DIRECTIONS: Below are entries; count the lines among them that contain the word "song", and give only the count.

[[ STORED DATA open ]]

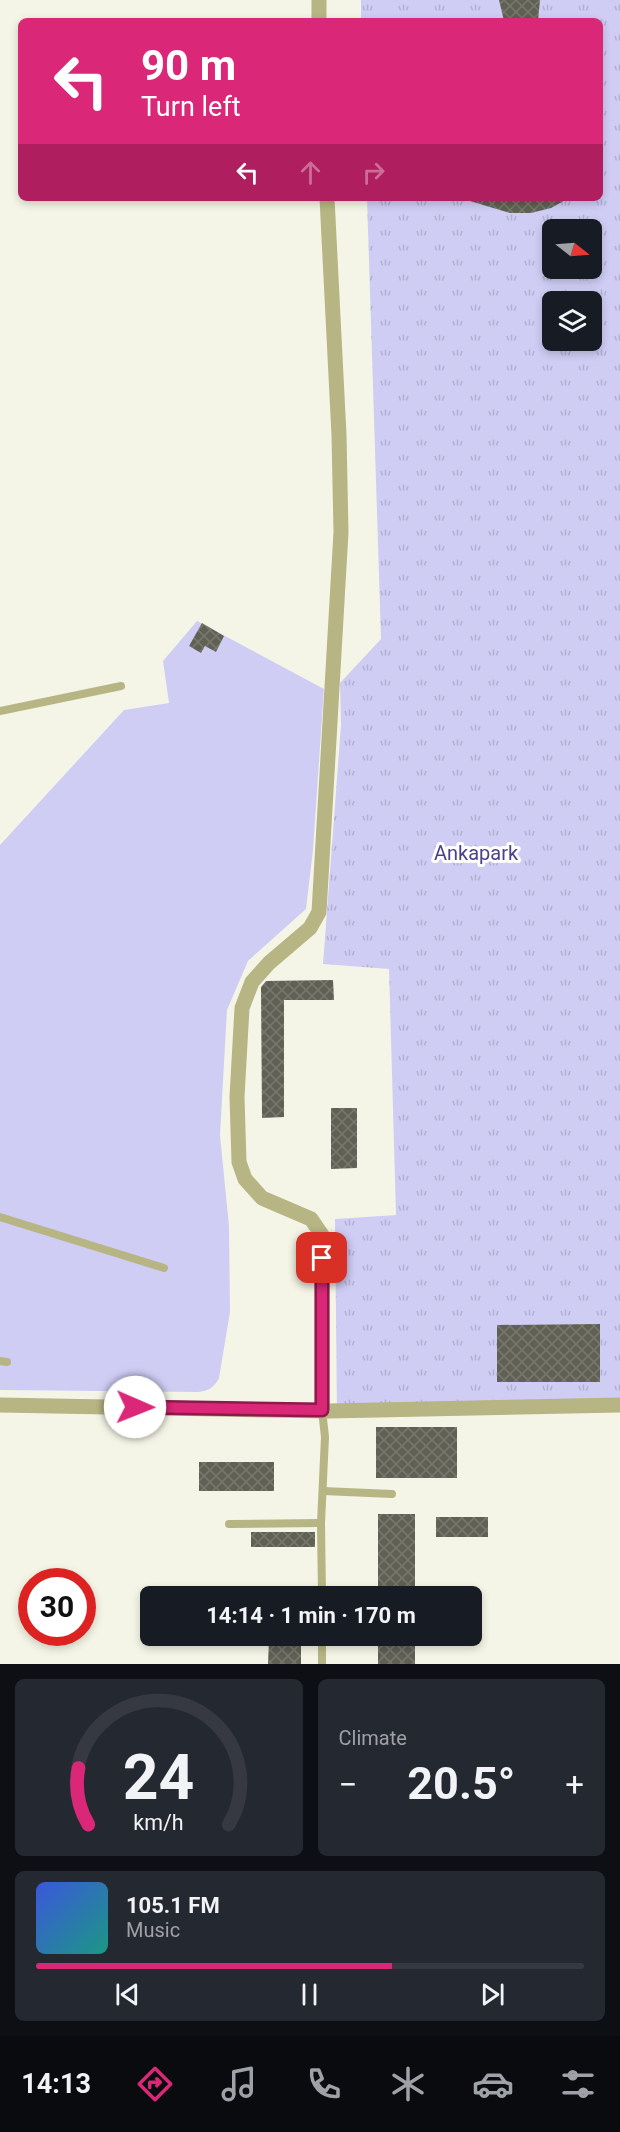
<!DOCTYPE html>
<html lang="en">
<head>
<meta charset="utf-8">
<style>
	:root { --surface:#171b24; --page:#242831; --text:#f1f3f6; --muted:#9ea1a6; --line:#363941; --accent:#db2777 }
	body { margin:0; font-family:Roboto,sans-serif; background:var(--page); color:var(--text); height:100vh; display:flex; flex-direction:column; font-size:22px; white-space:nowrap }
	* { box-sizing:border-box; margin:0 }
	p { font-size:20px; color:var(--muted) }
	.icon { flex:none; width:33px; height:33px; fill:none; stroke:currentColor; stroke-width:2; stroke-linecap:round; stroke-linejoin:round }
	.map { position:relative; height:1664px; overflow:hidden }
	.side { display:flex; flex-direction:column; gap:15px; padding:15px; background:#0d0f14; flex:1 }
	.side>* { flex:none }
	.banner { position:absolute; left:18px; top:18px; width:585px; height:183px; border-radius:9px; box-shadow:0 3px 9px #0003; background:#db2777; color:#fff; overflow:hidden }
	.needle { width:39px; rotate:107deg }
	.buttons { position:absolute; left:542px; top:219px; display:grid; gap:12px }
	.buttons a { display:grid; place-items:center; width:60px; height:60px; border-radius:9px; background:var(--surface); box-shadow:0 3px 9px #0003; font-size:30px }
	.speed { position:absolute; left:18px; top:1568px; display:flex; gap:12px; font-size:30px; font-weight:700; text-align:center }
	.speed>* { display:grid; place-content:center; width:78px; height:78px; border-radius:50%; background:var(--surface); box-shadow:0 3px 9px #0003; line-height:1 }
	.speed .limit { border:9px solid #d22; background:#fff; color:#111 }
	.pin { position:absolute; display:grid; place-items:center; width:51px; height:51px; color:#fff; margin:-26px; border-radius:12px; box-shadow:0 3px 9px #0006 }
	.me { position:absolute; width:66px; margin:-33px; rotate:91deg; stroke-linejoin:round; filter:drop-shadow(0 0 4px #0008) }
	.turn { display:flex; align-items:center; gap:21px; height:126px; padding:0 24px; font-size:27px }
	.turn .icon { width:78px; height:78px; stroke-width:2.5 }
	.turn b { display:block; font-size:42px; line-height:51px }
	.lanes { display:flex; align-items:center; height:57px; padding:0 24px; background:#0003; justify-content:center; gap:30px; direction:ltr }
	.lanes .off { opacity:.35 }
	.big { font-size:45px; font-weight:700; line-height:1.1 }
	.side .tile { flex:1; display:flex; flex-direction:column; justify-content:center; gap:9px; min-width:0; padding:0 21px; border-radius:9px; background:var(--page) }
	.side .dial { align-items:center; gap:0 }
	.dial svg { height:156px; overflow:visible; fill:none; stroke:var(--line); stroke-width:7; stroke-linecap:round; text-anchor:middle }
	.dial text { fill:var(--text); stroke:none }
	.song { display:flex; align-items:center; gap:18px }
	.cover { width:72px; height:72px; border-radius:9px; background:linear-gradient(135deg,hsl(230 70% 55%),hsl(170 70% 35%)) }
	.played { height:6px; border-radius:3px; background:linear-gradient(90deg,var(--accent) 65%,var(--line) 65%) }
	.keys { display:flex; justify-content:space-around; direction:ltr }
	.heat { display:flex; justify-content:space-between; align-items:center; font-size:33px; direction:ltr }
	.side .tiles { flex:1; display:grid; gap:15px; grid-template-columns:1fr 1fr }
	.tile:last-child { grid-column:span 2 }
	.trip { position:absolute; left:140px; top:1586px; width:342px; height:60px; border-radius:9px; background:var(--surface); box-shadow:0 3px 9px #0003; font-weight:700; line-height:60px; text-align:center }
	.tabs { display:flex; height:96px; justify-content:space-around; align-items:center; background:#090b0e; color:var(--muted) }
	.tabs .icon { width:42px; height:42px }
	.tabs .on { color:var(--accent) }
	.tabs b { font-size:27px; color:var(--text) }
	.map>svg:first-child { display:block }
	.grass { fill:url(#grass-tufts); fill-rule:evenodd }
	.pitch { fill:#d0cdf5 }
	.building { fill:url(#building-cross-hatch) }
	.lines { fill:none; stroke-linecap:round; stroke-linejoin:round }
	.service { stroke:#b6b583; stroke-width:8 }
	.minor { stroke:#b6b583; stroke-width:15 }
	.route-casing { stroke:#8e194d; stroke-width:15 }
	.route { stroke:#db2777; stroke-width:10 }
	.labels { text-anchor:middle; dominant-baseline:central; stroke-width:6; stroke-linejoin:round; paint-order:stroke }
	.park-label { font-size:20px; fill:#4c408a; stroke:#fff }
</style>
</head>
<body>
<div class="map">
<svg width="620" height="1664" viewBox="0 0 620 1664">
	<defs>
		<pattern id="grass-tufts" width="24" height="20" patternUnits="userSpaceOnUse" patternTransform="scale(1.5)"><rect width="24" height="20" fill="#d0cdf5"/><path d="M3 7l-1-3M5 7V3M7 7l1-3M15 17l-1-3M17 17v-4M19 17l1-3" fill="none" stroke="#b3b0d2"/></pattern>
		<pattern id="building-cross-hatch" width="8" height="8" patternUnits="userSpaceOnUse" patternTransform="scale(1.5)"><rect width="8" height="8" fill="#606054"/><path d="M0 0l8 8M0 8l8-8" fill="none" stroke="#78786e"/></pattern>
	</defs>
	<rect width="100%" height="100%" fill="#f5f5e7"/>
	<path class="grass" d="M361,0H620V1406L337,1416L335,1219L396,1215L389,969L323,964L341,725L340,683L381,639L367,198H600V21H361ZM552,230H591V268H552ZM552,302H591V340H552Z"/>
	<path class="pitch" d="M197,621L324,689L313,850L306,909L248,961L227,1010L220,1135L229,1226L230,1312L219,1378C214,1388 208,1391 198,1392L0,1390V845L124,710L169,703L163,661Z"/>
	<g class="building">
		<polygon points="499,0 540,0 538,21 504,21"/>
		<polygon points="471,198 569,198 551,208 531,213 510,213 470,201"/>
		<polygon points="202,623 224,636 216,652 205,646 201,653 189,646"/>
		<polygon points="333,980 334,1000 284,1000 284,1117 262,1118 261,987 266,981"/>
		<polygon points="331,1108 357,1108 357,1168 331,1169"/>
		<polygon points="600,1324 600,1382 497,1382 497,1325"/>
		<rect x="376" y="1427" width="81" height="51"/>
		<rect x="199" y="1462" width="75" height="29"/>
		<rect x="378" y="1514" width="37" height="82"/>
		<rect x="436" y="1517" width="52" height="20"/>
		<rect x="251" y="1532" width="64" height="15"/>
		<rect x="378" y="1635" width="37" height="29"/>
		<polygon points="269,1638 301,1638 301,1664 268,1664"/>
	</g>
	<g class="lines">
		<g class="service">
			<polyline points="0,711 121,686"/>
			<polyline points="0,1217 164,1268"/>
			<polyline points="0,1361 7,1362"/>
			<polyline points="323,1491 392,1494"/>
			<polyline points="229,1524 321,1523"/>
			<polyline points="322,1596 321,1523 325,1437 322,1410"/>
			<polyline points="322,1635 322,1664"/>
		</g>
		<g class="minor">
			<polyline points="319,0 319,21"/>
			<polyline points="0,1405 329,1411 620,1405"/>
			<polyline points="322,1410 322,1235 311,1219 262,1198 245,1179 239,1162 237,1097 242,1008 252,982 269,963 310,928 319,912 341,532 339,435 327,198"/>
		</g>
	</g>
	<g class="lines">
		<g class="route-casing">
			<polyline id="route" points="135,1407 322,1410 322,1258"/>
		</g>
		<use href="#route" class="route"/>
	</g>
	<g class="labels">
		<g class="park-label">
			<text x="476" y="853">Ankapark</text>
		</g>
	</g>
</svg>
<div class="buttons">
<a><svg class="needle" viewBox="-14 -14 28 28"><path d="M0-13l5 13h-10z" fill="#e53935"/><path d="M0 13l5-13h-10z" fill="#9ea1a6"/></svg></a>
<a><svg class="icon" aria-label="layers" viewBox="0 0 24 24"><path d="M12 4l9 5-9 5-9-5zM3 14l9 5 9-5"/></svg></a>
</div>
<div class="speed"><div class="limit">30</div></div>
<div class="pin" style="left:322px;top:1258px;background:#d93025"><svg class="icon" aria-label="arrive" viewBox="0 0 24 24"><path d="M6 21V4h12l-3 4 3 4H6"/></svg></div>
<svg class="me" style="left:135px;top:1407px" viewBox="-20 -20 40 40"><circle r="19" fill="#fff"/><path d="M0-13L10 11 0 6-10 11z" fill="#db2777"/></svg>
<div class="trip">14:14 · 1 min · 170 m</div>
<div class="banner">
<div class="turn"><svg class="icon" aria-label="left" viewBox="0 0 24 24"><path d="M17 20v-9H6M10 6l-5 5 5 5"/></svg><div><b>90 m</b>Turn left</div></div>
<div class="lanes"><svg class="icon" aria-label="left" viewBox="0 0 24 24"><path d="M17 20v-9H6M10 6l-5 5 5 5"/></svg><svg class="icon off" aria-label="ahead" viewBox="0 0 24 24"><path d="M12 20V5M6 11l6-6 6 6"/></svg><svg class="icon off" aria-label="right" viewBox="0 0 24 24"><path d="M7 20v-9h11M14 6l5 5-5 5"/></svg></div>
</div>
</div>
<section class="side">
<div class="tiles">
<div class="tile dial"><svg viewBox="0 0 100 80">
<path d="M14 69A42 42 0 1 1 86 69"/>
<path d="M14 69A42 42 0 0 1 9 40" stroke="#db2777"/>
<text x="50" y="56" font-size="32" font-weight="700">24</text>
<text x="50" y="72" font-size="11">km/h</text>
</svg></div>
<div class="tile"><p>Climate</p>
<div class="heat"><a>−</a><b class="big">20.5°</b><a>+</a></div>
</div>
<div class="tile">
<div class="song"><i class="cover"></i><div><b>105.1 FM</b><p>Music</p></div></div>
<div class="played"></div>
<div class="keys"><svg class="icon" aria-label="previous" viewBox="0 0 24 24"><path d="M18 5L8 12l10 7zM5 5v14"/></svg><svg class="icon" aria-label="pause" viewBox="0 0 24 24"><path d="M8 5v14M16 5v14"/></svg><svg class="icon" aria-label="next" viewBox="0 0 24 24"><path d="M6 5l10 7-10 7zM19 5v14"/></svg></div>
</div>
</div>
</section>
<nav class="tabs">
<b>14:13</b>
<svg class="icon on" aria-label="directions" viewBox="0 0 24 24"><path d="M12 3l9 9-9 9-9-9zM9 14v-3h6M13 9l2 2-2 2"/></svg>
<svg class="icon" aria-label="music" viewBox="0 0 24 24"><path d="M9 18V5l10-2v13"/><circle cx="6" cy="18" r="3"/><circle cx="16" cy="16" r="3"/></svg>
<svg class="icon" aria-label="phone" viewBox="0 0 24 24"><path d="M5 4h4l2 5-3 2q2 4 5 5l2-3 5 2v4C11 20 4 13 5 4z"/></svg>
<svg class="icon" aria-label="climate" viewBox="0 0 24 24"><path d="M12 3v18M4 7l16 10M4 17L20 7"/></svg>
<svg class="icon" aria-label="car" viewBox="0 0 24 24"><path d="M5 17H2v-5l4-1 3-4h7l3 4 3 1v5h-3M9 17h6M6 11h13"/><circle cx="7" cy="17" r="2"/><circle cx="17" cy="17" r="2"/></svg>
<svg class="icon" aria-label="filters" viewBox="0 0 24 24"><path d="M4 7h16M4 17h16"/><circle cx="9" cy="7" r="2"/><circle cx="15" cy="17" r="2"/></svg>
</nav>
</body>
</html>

[[ STORED DATA closed ]]

PROBLEM SOLUTION: 2